WHAT THE TASK REQUIRES
Whenever a line in the material below contains "Please", copy that line.

# # # #

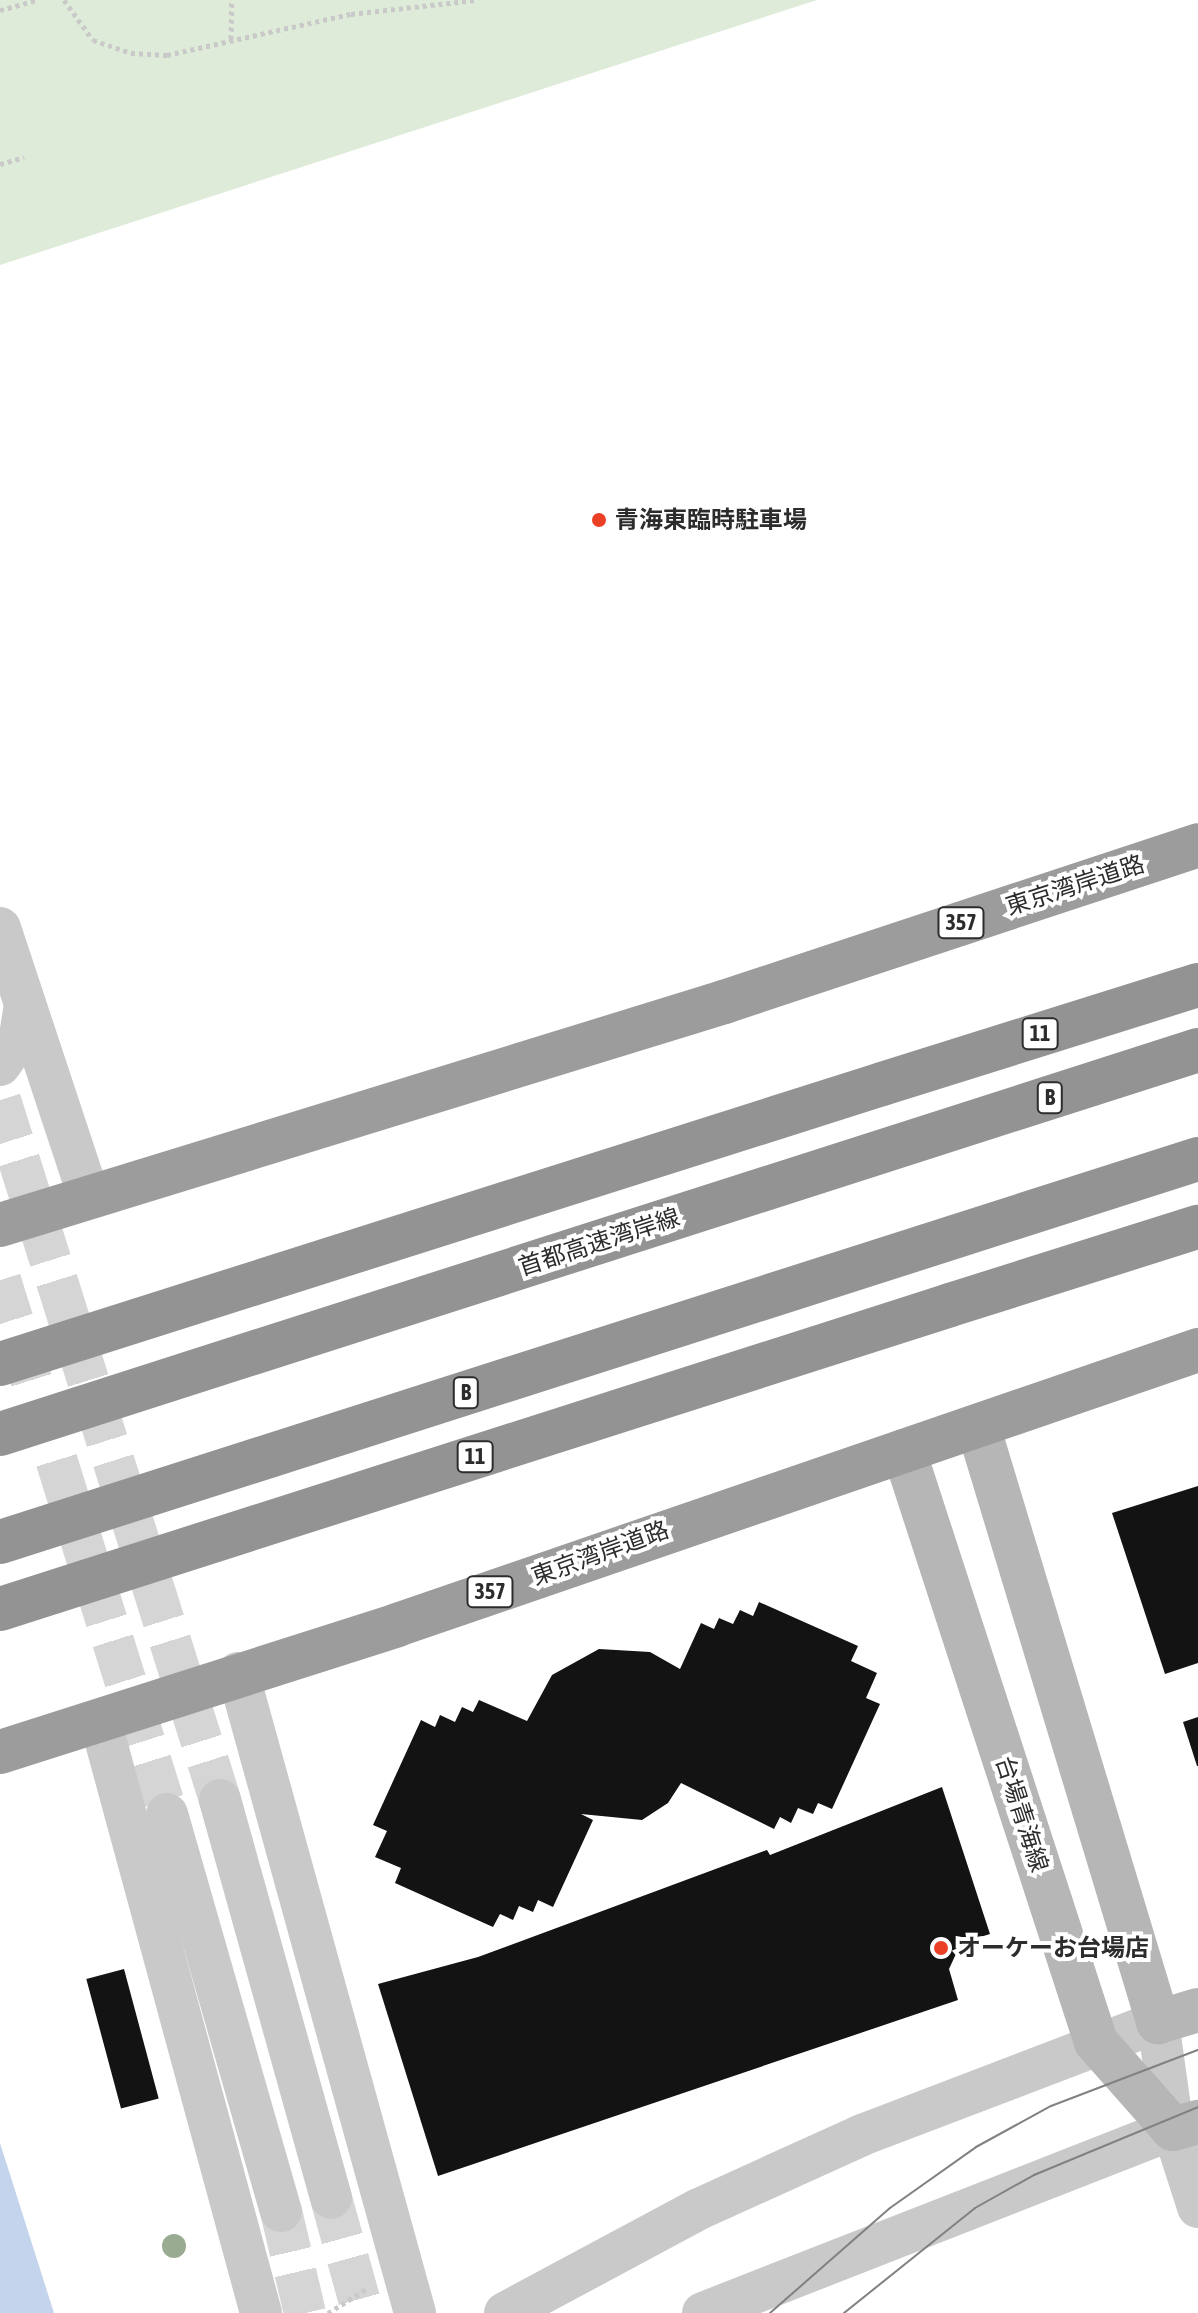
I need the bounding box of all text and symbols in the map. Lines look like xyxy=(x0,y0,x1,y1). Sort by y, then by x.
place label: 青海東臨時駐車場 xyxy=(615,506,807,534)
marker: 青海東臨時駐車場 xyxy=(590,511,608,529)
street label: 東京湾岸道路 xyxy=(1002,849,1148,921)
road number: 357 xyxy=(937,905,985,941)
road number: 11 xyxy=(1020,1016,1060,1052)
road number: B xyxy=(1036,1080,1064,1116)
street label: 首都高速湾岸線 xyxy=(515,1202,683,1282)
road number: B xyxy=(452,1375,480,1411)
road number: 11 xyxy=(455,1439,495,1475)
street label: 東京湾岸道路 xyxy=(527,1515,673,1591)
road number: 357 xyxy=(466,1574,514,1610)
street label: 台場青海線 xyxy=(990,1752,1054,1876)
place label: オーケーお台場店 xyxy=(957,1934,1149,1962)
marker: オーケーお台場店 xyxy=(932,1939,950,1957)

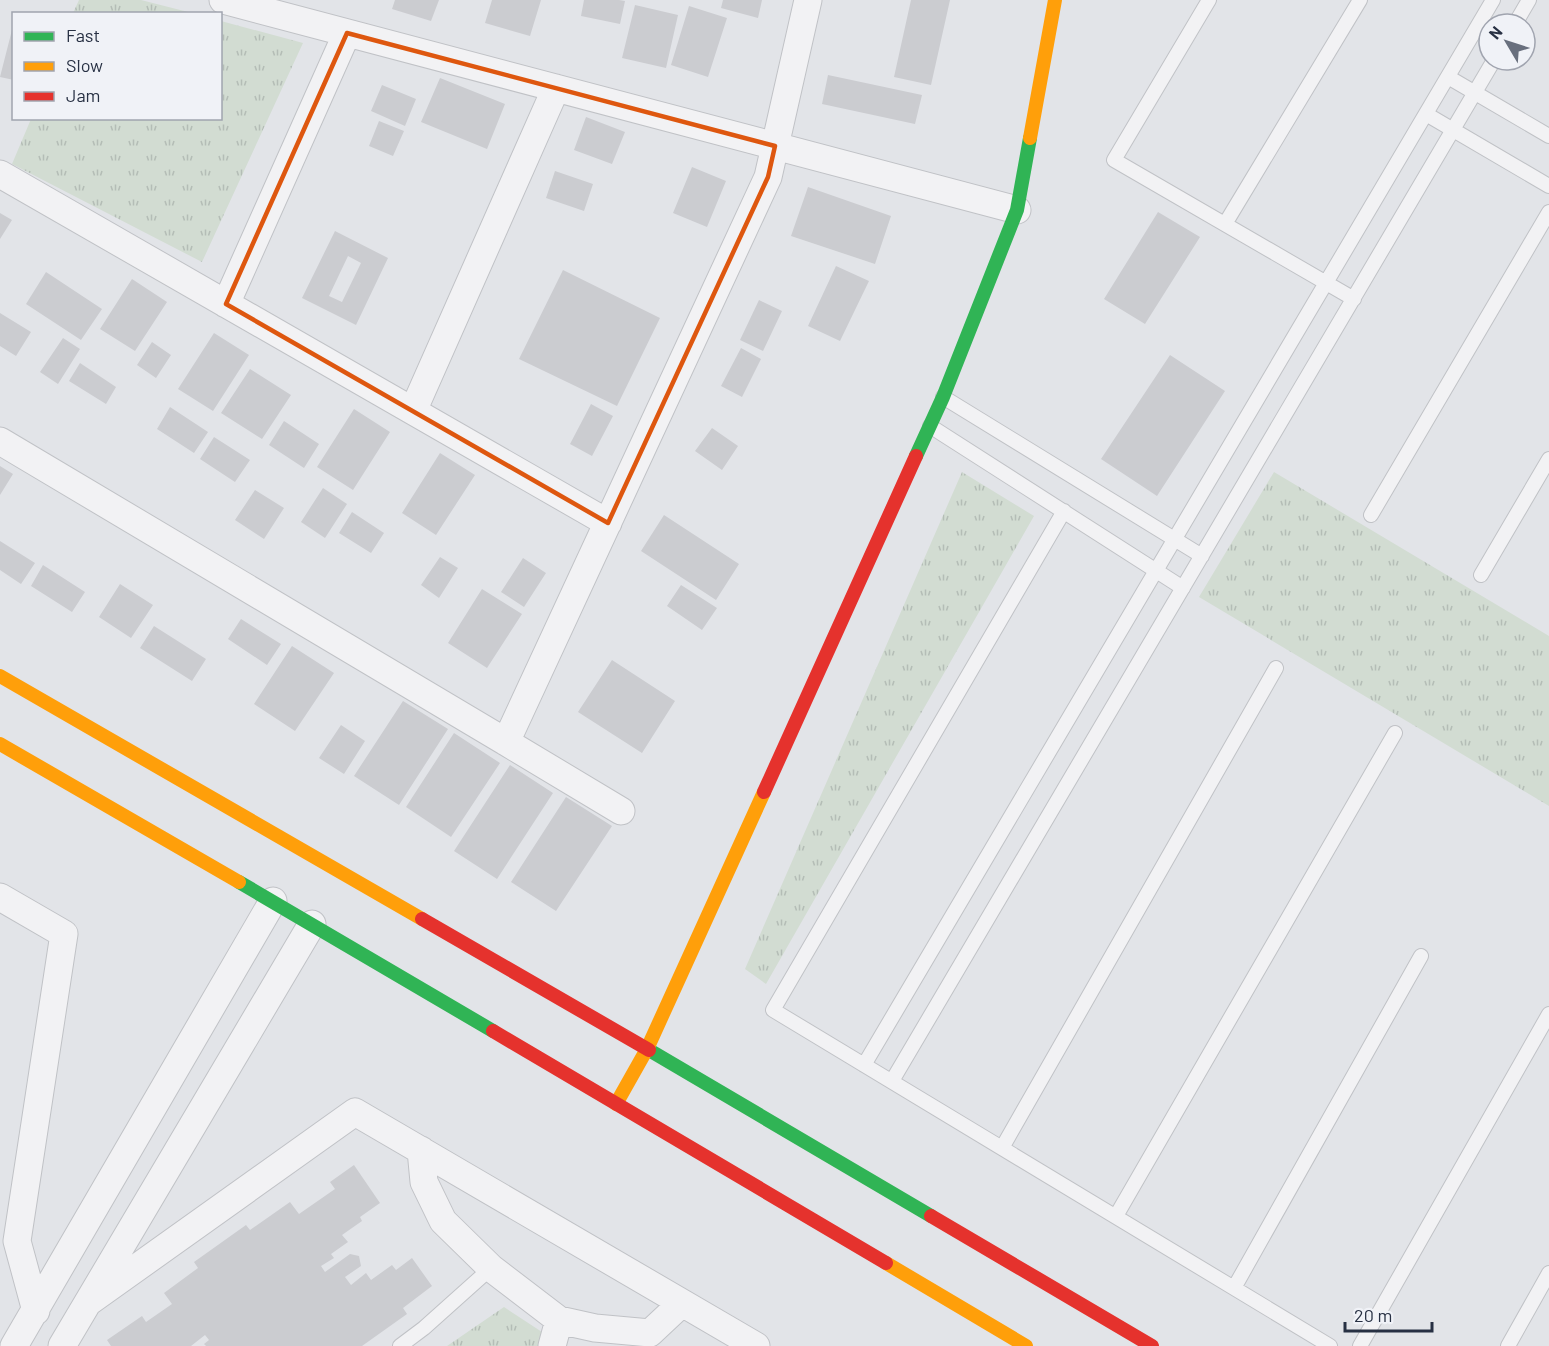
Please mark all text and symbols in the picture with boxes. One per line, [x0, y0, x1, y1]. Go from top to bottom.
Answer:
legend [12, 12, 222, 120]
north arrow [1477, 12, 1537, 72]
text: N [1484, 22, 1506, 42]
text: Fast [66, 24, 100, 46]
text: Slow [66, 54, 103, 76]
text: Jam [66, 84, 100, 106]
scale bar [1345, 1295, 1432, 1333]
text: 20 m [1354, 1304, 1392, 1326]

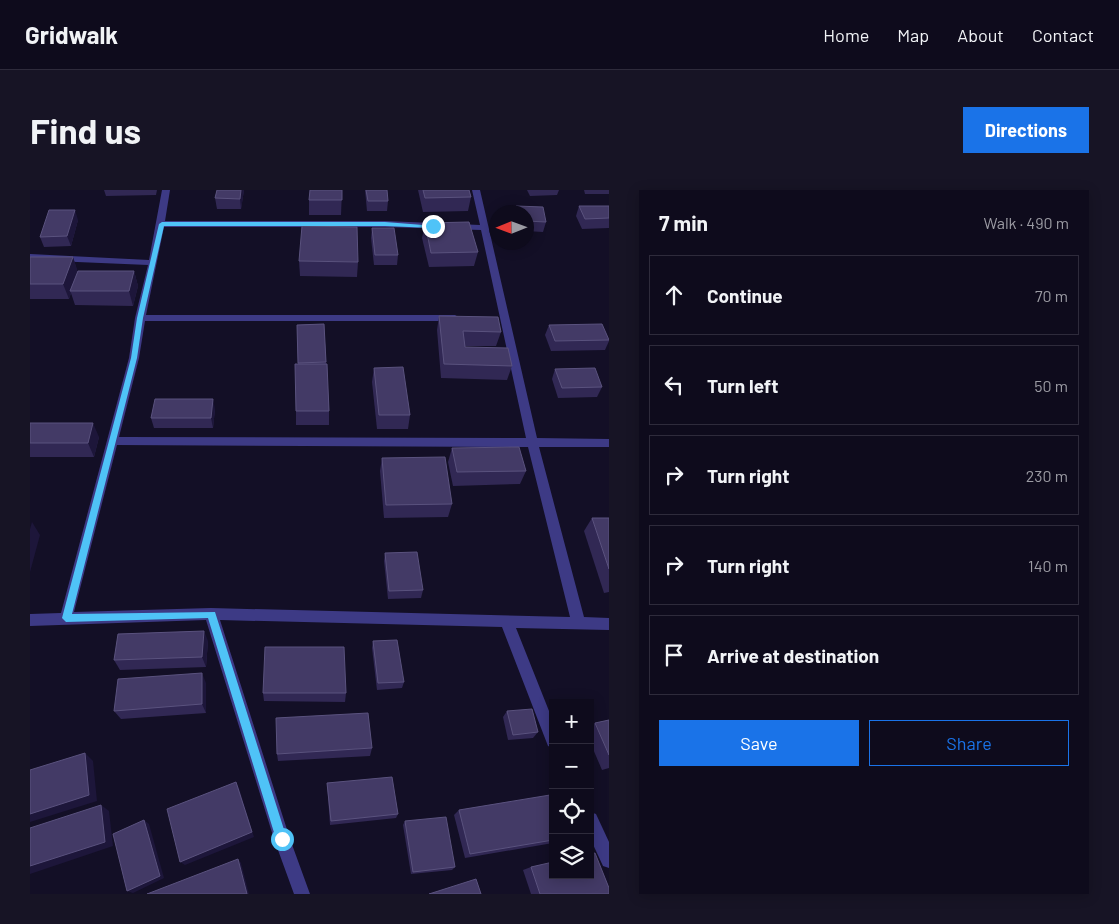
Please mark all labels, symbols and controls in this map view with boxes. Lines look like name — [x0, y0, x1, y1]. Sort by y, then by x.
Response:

# # # #

RESPONSE FOR THIS EXERCISE
Please mark all text and symbols in the picture with boxes. One per line, [x0, y0, x1, y1]. Go from top to bottom.
Please mark all labels, symbols and controls in this map view with boxes. Lines look like name — [x0, y0, x1, y1]. Sort by y, then by x.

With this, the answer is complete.